A CMS spokesperson reports that some changes that will affect providers and payors are already in place. One of the changes concerns healthcare facilities that have contracts with Medicare Choice organizations (HMOs that have contracted with Medicare). In the past, these facilities have had to submit voluminous levels of paperwork and patient encounter data to qualify for risk-adjustment payments, which are higher payments that compensate the facility for caring for sicker patients. The Secretary has decided to suspend the requirement to submit patient encounter data through July 1, 2002, while the agency explores a new way to develop risk-adjustment payments without unnecessary administrative burden. CMS will also be designing more user-friendly claim forms; the spokesperson was unable to comment on what specific forms will be redone or when they will be available.

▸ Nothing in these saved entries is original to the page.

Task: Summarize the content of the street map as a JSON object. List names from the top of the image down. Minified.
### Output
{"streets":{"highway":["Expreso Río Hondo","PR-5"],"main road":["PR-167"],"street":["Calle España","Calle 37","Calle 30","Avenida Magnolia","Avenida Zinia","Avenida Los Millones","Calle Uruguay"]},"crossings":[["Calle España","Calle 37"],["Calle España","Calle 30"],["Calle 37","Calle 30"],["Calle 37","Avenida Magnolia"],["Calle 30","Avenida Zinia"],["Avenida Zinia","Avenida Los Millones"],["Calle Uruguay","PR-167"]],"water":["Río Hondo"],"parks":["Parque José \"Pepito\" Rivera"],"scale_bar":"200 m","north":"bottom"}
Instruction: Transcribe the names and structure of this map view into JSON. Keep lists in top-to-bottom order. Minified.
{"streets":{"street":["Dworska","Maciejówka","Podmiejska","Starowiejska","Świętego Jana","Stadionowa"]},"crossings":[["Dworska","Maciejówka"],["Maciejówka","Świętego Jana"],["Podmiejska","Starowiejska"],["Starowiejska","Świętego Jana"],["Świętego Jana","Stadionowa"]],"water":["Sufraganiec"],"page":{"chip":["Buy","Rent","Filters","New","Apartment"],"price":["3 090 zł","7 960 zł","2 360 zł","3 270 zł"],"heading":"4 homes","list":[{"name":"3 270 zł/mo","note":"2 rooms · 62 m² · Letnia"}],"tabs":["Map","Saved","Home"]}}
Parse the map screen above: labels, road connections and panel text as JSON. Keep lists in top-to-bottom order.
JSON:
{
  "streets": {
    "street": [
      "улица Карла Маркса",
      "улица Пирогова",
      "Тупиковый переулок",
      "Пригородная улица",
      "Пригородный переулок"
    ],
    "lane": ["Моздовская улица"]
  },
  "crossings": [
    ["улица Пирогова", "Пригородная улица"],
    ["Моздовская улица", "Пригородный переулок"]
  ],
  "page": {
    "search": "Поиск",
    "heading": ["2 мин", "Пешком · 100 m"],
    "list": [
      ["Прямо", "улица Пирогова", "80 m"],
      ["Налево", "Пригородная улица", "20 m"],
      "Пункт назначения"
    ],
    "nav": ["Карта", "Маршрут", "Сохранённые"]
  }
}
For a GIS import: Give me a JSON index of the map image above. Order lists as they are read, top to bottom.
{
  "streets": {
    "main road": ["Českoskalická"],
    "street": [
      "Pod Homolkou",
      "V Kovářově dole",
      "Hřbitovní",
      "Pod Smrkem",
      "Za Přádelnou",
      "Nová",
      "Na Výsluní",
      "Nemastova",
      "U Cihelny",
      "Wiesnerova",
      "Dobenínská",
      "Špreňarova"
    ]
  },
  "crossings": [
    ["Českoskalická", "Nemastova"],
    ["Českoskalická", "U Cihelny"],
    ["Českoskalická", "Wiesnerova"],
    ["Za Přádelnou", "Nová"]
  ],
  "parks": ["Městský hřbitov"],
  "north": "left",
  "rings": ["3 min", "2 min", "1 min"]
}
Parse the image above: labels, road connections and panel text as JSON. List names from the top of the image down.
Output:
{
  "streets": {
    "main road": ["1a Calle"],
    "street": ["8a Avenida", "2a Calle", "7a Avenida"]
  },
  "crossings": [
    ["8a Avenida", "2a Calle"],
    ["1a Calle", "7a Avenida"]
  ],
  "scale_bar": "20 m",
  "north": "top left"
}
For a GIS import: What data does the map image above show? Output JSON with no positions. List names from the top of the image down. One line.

The spokesperson added that, in order to better work with physicians and facilities, the agency is adding doctors to all CMS panels, including those that are studying which requirements need to be changed and how the changes can be implemented.

Most of the concrete steps that the agency has taken so far are geared toward beneficiaries; for example, it has launched a $35 million advertising campaign to clarify options for beneficiaries, it has implemented an 800 information line that will be available around-the-clock, and it has instituted a training program for librarians that will aid them in guiding patrons through the CMS web site. As of this writing, the web site's address is still http://www.hcfa.gov; the CMS spokesperson reports that the agency will be publicizing these changes on the web site in the near future.

So far, the reaction from medical community has been mixed. Some have said that they believe Thompson is legitimately committed to improving the agency's dealings with doctors and healthcare facilities. Others have said they have heard such promises before with no results..Most people are taking a wait-and-see attitude. Says ob/gyn William McDonald, MD, of Cherry Hill, NJ, "We'd all welcome real change to HCFA. Right now the agency is a prime example of bureaucracy at its worst. But all I see so far are a lot of lofty promises and no real concrete ways to accomplish those goals. I realize that change will take time. For now, though, I'd have to say that I'll believe it when I see it."